**Instructions to follow**
I need each line of the entries below that includes the string "left".

Saved data entries:
--------------------
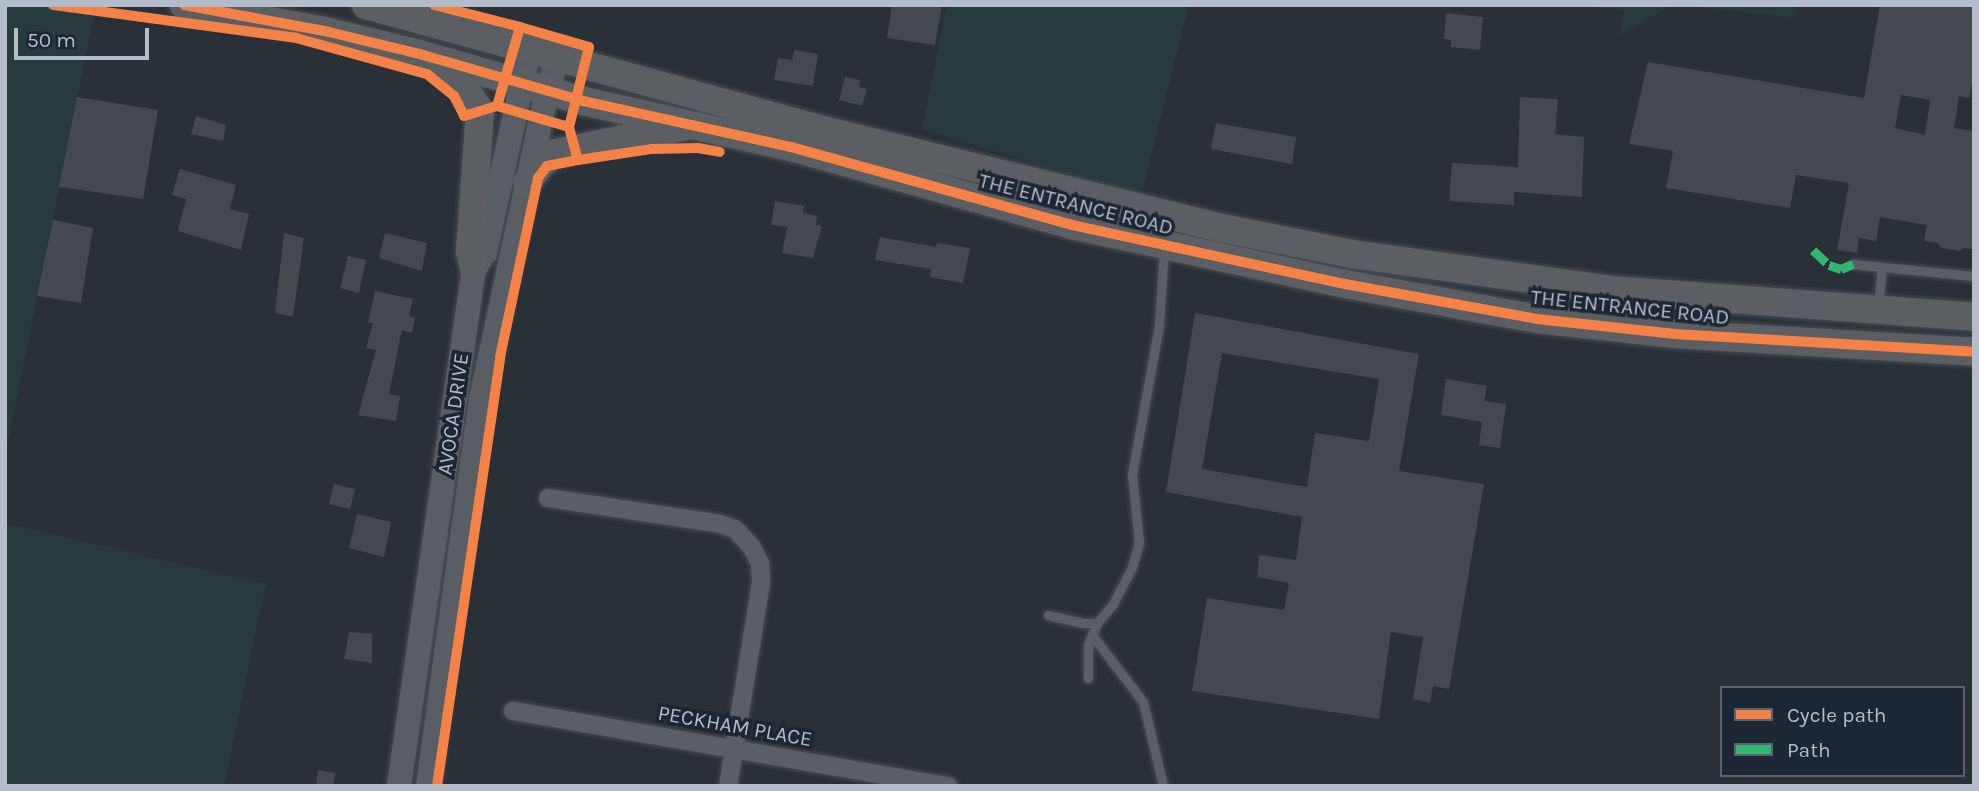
<!DOCTYPE html>
<style>
body{margin:0}
#map{position:relative;width:1979px;height:791px;overflow:hidden;background:#2a3038;font-family:Karla,sans-serif}
div>[style]{position:absolute}
[style*='--x']{left:calc(var(--x)*1px);top:calc(var(--y)*1px);width:calc(var(--w)*1px);rotate:calc(var(--a)*1deg)}
.green>*{inset:0;background:#273a3e}
.building>*{inset:0;background:#444950}
.roads{filter:drop-shadow(0 0 2px #484c53) drop-shadow(0 0 2px #484c53)}
.service>*{height:9px;margin:-4.5px;padding:0 4.5px;transform-origin:4.5px;border-radius:4.5px;background:#5a5e66}
.minor>*{height:18px;margin:-9px;padding:0 9px;transform-origin:9px;border-radius:9px;background:#5a5e66}
.secondary>*{height:24px;margin:-12px;padding:0 12px;transform-origin:12px;border-radius:12px;background:#595d64}
.trunk>*{height:28px;margin:-14px;padding:0 14px;transform-origin:14px;border-radius:14px;background:#5b5f64}
.quiet>*{height:9px;margin-top:-4.5px;transform-origin:0;background:repeating-linear-gradient(90deg,#33b770 0 18px,transparent 0 27px)}
.cycleway>*{height:10px;margin:-5px;padding:0 5px;transform-origin:5px;border-radius:5px;background:#f48246}
span{translate:-50% -50%;white-space:nowrap;text-align:center;line-height:1.15;-webkit-text-stroke:7px #1d2633;paint-order:stroke}
.street-label{font-size:21px;color:#b4bcc9}
.frame{position:absolute;inset:0;border:7px solid #b4bcc9;pointer-events:none}
.legend{position:absolute;left:1720px;top:686px;width:245px;height:91px;box-sizing:border-box;background:#1d2633;border:2px solid #59626f;margin:0;padding:9px 12px;list-style:none;font-size:21px;color:#b4bcc9}
.legend li{display:flex;align-items:center;gap:14px;height:35px}
.legend b{width:35px;border:2px solid #59626f}
.scale{position:absolute;left:14px;top:28px;width:135px;height:32px;box-sizing:border-box;border:4px solid #b4bcc9;border-top:0;padding-left:9px;font-size:21px;line-height:24px;white-space:nowrap;color:#b4bcc9;-webkit-text-stroke:5px #1d2633;paint-order:stroke}
</style>
<div id="map">
<div class="green">
<div style="clip-path:polygon(5px 5px,53px 5px,95px 11px,5px 456px)"></div>
<div style="clip-path:polygon(947px 5px,1189px 5px,1141px 196px,922px 129px)"></div>
<div style="clip-path:polygon(1567px 5px,1673px 5px,1620px 34px,1624px 10px)"></div>
<div style="clip-path:polygon(1679px 5px,1797px 5px,1795px 18px)"></div>
<div style="clip-path:polygon(5px 523px,266px 584px,224px 786px,5px 786px)"></div>
</div>
<div class="building">
<div style="clip-path:polygon(892px 5px,942px 5px,935px 45px,887px 38px)"></div>
<div style="clip-path:polygon(evenodd,1880px 5px,1974px 5px,1974px 72px,1969px 98px,1959px 96px,1954px 128px,1974px 131px,1972px 249px,1963px 248px,1960px 251px,1941px 248px,1938px 243px,1924px 241px,1927px 225px,1880px 217px,1876px 241px,1859px 238px,1857px 253px,1837px 250px,1849px 183px,1796px 175px,1790px 208px,1666px 188px,1673px 151px,1629px 144px,1648px 62px,1864px 98px,1880px 5px,1901px 95px,1930px 100px,1925px 135px,1895px 128px,1901px 95px)"></div>
<div style="clip-path:polygon(1446px 13px,1483px 17px,1480px 50px,1451px 47px,1451px 40px,1444px 39px)"></div>
<div style="clip-path:polygon(794px 50px,818px 54px,813px 86px,774px 80px,778px 58px,792px 60px)"></div>
<div style="clip-path:polygon(845px 77px,860px 80px,859px 87px,867px 89px,862px 106px,839px 100px)"></div>
<div style="clip-path:polygon(77px 97px,158px 110px,143px 199px,59px 187px)"></div>
<div style="clip-path:polygon(1520px 97px,1558px 99px,1555px 134px,1584px 137px,1582px 197px,1514px 192px,1514px 205px,1449px 201px,1452px 163px,1518px 167px)"></div>
<div style="clip-path:polygon(196px 116px,226px 125px,223px 141px,191px 134px)"></div>
<div style="clip-path:polygon(1216px 123px,1296px 137px,1292px 164px,1211px 149px)"></div>
<div style="clip-path:polygon(180px 169px,236px 185px,230px 209px,249px 214px,241px 250px,178px 231px,186px 199px,172px 195px)"></div>
<div style="clip-path:polygon(775px 201px,804px 206px,803px 213px,817px 216px,816px 225px,822px 226px,813px 258px,782px 253px,787px 227px,771px 225px)"></div>
<div style="clip-path:polygon(53px 220px,93px 228px,81px 303px,37px 296px)"></div>
<div style="clip-path:polygon(284px 233px,304px 238px,293px 317px,275px 313px)"></div>
<div style="clip-path:polygon(385px 233px,427px 243px,422px 271px,379px 258px)"></div>
<div style="clip-path:polygon(880px 237px,936px 247px,937px 243px,970px 248px,963px 283px,930px 277px,931px 269px,875px 260px)"></div>
<div style="clip-path:polygon(348px 256px,366px 260px,359px 293px,340px 288px)"></div>
<div style="clip-path:polygon(375px 291px,413px 299px,409px 316px,415px 318px,412px 333px,402px 330px,389px 394px,400px 396px,396px 421px,358px 415px,376px 350px,366px 348px,373px 323px,368px 322px)"></div>
<div style="clip-path:polygon(evenodd,1195px 313px,1419px 354px,1399px 471px,1484px 484px,1449px 689px,1433px 686px,1430px 703px,1413px 699px,1423px 637px,1391px 632px,1379px 719px,1192px 691px,1207px 598px,1284px 610px,1289px 583px,1257px 577px,1259px 555px,1296px 560px,1302px 517px,1166px 492px,1195px 313px,1222px 353px,1379px 379px,1369px 441px,1315px 433px,1307px 487px,1202px 469px,1222px 353px)"></div>
<div style="clip-path:polygon(1446px 379px,1487px 386px,1484px 401px,1506px 404px,1500px 448px,1479px 445px,1482px 422px,1441px 415px)"></div>
<div style="clip-path:polygon(334px 484px,355px 489px,350px 509px,329px 504px)"></div>
<div style="clip-path:polygon(357px 514px,391px 522px,384px 557px,349px 548px)"></div>
<div style="clip-path:polygon(349px 632px,372px 634px,372px 663px,344px 659px)"></div>
<div style="clip-path:polygon(318px 770px,335px 773px,333px 786px,316px 786px)"></div>
</div>
<div class="roads">
<div class="service">
<div style="--x:1853;--y:264;--w:29;--a:6"></div>
<div style="--x:1878;--y:308;--w:41;--a:-84.4"></div>
<div style="--x:1882;--y:267;--w:92;--a:5.6"></div>
<div style="--x:1048;--y:615;--w:35;--a:13"></div>
<div style="--x:1082;--y:623;--w:15;--a:0"></div>
<div style="--x:1092;--y:635;--w:84;--a:52.7"></div>
<div style="--x:1143;--y:702;--w:86;--a:76.6"></div>
<div style="--x:1088;--y:678;--w:33;--a:-90"></div>
<div style="--x:1088;--y:645;--w:24;--a:-68"></div>
<div style="--x:1097;--y:623;--w:25;--a:-50"></div>
<div style="--x:1113;--y:604;--w:42;--a:-62.8"></div>
<div style="--x:1132;--y:567;--w:25;--a:-74"></div>
<div style="--x:1139;--y:543;--w:69;--a:-95.8"></div>
<div style="--x:1132;--y:474;--w:151;--a:-79.7"></div>
<div style="--x:1159;--y:325;--w:78;--a:-86.3"></div>
</div>
<div class="minor">
<div style="--x:548;--y:498;--w:175;--a:8.5"></div>
<div style="--x:721;--y:524;--w:15;--a:20"></div>
<div style="--x:735;--y:529;--w:23;--a:47"></div>
<div style="--x:751;--y:546;--w:19;--a:62"></div>
<div style="--x:760;--y:563;--w:20;--a:87"></div>
<div style="--x:761;--y:583;--w:206;--a:99.2"></div>
<div style="--x:513;--y:711;--w:442;--a:9.8"></div>
</div>
<div class="secondary">
<div style="--x:399;--y:786;--w:523;--a:-81.76"></div>
<div style="--x:474;--y:268;--w:19;--a:-54"></div>
<div style="--x:485;--y:253;--w:209;--a:-77.8"></div>
<div style="--x:428;--y:786;--w:391;--a:-82.2"></div>
<div style="--x:481;--y:399;--w:287;--a:-77.9"></div>
<div style="--x:541;--y:118;--w:63;--a:-75.3"></div>
</div>
<div class="trunk">
<div style="--x:184;--y:5;--w:147;--a:10.5"></div>
<div style="--x:329;--y:32;--w:97;--a:13.7"></div>
<div style="--x:423;--y:55;--w:166;--a:16"></div>
<div style="--x:583;--y:101;--w:213;--a:12.5"></div>
<div style="--x:791;--y:147;--w:292;--a:15.5"></div>
<div style="--x:1072;--y:225;--w:279;--a:12.2"></div>
<div style="--x:1345;--y:284;--w:195;--a:10.3"></div>
<div style="--x:1537;--y:319;--w:139;--a:6.2"></div>
<div style="--x:1675;--y:334;--w:300;--a:3.4"></div>
<div style="--x:366;--y:5;--w:490;--a:15.3"></div>
<div style="--x:839;--y:134;--w:394;--a:13.8"></div>
<div style="--x:1222;--y:228;--w:133;--a:11.3"></div>
<div style="--x:1352;--y:254;--w:260;--a:7.9"></div>
<div style="--x:1610;--y:290;--w:365;--a:4.2"></div>
<div style="--x:437;--y:64;--w:27;--a:36"></div>
<div style="--x:459;--y:80;--w:37;--a:56"></div>
<div style="--x:480;--y:111;--w:141;--a:94.1"></div>
<div style="--x:470;--y:252;--w:16;--a:76"></div>
<div style="--x:527;--y:182;--w:24;--a:-52"></div>
<div style="--x:542;--y:163;--w:17;--a:-36"></div>
<div style="--x:556;--y:153;--w:129;--a:-11.7"></div>
</div>
</div>
<div class="quiet">
<div style="--x:1813;--y:250;--w:22;--a:43"></div>
<div style="--x:1829;--y:265;--w:13;--a:18"></div>
<div style="--x:1841;--y:269;--w:13;--a:-23"></div>
</div>
<div class="cycleway">
<div style="--x:53;--y:5;--w:245;--a:7.7"></div>
<div style="--x:296;--y:38;--w:136;--a:15.4"></div>
<div style="--x:427;--y:74;--w:35;--a:39"></div>
<div style="--x:454;--y:96;--w:22;--a:63"></div>
<div style="--x:464;--y:116;--w:34;--a:-17"></div>
<div style="--x:497;--y:106;--w:75;--a:16.3"></div>
<div style="--x:184;--y:5;--w:147;--a:10.5"></div>
<div style="--x:329;--y:32;--w:97;--a:13.7"></div>
<div style="--x:423;--y:55;--w:166;--a:16"></div>
<div style="--x:583;--y:101;--w:213;--a:12.5"></div>
<div style="--x:791;--y:147;--w:292;--a:15.5"></div>
<div style="--x:1072;--y:225;--w:279;--a:12.2"></div>
<div style="--x:1345;--y:284;--w:195;--a:10.3"></div>
<div style="--x:1537;--y:319;--w:139;--a:6.2"></div>
<div style="--x:1675;--y:334;--w:300;--a:3.4"></div>
<div style="--x:434;--y:5;--w:89;--a:14.3"></div>
<div style="--x:520;--y:27;--w:82;--a:106.2"></div>
<div style="--x:520;--y:27;--w:72;--a:16.2"></div>
<div style="--x:589;--y:47;--w:82;--a:104"></div>
<div style="--x:569;--y:127;--w:34;--a:75"></div>
<div style="--x:578;--y:160;--w:75;--a:-8.5"></div>
<div style="--x:652;--y:149;--w:46;--a:-1.2"></div>
<div style="--x:698;--y:148;--w:22;--a:10"></div>
<div style="--x:437;--y:786;--w:434;--a:-81.6"></div>
<div style="--x:500;--y:357;--w:183;--a:-78"></div>
<div style="--x:538;--y:178;--w:15;--a:-53"></div>
<div style="--x:547;--y:166;--w:32;--a:-11"></div>
</div>
<div class="street-label">
<span style="left:1076px;top:204px;rotate:14deg">THE ENTRANCE ROAD</span>
<span style="left:1630px;top:307px;rotate:6deg">THE ENTRANCE ROAD</span>
<span style="left:453px;top:414px;rotate:-82deg">AVOCA DRIVE</span>
<span style="left:735px;top:726px;rotate:10deg">PECKHAM PLACE</span>
</div>
<div class="frame"></div>
<ul class="legend">
<li><b style="height:9px;background:#f48246"></b>Cycle path</li>
<li><b style="height:9px;background:#33b770"></b>Path</li>
</ul>
<div class="scale">50 m</div>
</div>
--------------------
**Solution to this exercise**
[style*='--x']{left:calc(var(--x)*1px);top:calc(var(--y)*1px);width:calc(var(--w)*1px);rotate:calc(var(--a)*1deg)}
.legend{position:absolute;left:1720px;top:686px;width:245px;height:91px;box-sizing:border-box;background:#1d2633;border:2px solid #59626f;margin:0;padding:9px 12px;list-style:none;font-size:21px;color:#b4bcc9}
.scale{position:absolute;left:14px;top:28px;width:135px;height:32px;box-sizing:border-box;border:4px solid #b4bcc9;border-top:0;padding-left:9px;font-size:21px;line-height:24px;white-space:nowrap;color:#b4bcc9;-webkit-text-stroke:5px #1d2633;paint-order:stroke}
<span style="left:1076px;top:204px;rotate:14deg">THE ENTRANCE ROAD</span>
<span style="left:1630px;top:307px;rotate:6deg">THE ENTRANCE ROAD</span>
<span style="left:453px;top:414px;rotate:-82deg">AVOCA DRIVE</span>
<span style="left:735px;top:726px;rotate:10deg">PECKHAM PLACE</span>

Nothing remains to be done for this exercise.